● **EXERCISE**
Collect all lines containing the word "Trípoli" from the data.

Stored items:
=======

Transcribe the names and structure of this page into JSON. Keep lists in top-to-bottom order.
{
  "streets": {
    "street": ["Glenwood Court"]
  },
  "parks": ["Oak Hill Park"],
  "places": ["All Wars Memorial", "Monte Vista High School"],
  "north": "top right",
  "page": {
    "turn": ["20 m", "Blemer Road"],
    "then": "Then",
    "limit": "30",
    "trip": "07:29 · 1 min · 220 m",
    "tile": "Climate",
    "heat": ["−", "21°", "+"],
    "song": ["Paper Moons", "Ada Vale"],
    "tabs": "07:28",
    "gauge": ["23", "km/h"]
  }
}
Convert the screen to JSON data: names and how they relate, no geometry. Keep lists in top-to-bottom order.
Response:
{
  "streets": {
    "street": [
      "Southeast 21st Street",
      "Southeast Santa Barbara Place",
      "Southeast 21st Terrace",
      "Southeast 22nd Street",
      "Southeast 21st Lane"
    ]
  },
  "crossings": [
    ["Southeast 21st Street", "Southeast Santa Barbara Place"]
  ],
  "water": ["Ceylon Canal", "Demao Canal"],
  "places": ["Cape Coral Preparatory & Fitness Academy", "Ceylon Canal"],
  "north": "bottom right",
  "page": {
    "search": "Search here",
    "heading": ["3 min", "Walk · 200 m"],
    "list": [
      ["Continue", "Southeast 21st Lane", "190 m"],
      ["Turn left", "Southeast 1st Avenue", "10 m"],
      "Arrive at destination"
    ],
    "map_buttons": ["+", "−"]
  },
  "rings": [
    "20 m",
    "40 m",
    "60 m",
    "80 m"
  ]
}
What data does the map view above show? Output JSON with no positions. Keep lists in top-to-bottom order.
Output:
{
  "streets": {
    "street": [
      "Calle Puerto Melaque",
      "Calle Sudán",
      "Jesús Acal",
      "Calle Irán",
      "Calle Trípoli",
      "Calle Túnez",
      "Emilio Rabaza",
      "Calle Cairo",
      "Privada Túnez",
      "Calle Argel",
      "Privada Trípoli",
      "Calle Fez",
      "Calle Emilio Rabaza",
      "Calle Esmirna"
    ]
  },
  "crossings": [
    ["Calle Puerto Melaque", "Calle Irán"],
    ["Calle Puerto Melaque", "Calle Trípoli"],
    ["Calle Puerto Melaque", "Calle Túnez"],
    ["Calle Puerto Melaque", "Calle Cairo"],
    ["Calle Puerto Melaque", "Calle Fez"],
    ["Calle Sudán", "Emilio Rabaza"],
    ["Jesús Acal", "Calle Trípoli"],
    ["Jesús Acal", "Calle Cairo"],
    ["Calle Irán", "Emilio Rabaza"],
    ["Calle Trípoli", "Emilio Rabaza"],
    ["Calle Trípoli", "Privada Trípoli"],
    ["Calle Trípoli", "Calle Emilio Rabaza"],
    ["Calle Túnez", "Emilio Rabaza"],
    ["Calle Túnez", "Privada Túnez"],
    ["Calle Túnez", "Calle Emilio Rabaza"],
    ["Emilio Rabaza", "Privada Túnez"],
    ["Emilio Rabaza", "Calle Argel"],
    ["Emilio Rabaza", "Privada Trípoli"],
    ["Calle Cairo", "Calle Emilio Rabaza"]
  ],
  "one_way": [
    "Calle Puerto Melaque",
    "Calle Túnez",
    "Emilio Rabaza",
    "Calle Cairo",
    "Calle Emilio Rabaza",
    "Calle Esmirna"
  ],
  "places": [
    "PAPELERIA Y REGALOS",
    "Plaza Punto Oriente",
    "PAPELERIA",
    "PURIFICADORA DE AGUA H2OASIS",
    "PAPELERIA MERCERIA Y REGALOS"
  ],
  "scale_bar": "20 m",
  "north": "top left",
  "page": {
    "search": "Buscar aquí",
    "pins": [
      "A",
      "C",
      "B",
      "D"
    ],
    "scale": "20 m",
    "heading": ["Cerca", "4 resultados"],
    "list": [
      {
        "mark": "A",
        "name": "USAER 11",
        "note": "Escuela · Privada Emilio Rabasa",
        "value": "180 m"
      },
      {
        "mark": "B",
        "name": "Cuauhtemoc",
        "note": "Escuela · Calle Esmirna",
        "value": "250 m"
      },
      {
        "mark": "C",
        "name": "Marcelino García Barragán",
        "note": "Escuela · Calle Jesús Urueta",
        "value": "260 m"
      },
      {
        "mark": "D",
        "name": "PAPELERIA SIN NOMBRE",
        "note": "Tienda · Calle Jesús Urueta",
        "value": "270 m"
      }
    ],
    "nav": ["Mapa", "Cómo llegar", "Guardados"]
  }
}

=======

● **ANSWER BELOW**
      "Calle Trípoli",
      "Privada Trípoli",
    ["Calle Puerto Melaque", "Calle Trípoli"],
    ["Jesús Acal", "Calle Trípoli"],
    ["Calle Trípoli", "Emilio Rabaza"],
    ["Calle Trípoli", "Privada Trípoli"],
    ["Calle Trípoli", "Calle Emilio Rabaza"],
    ["Emilio Rabaza", "Privada Trípoli"],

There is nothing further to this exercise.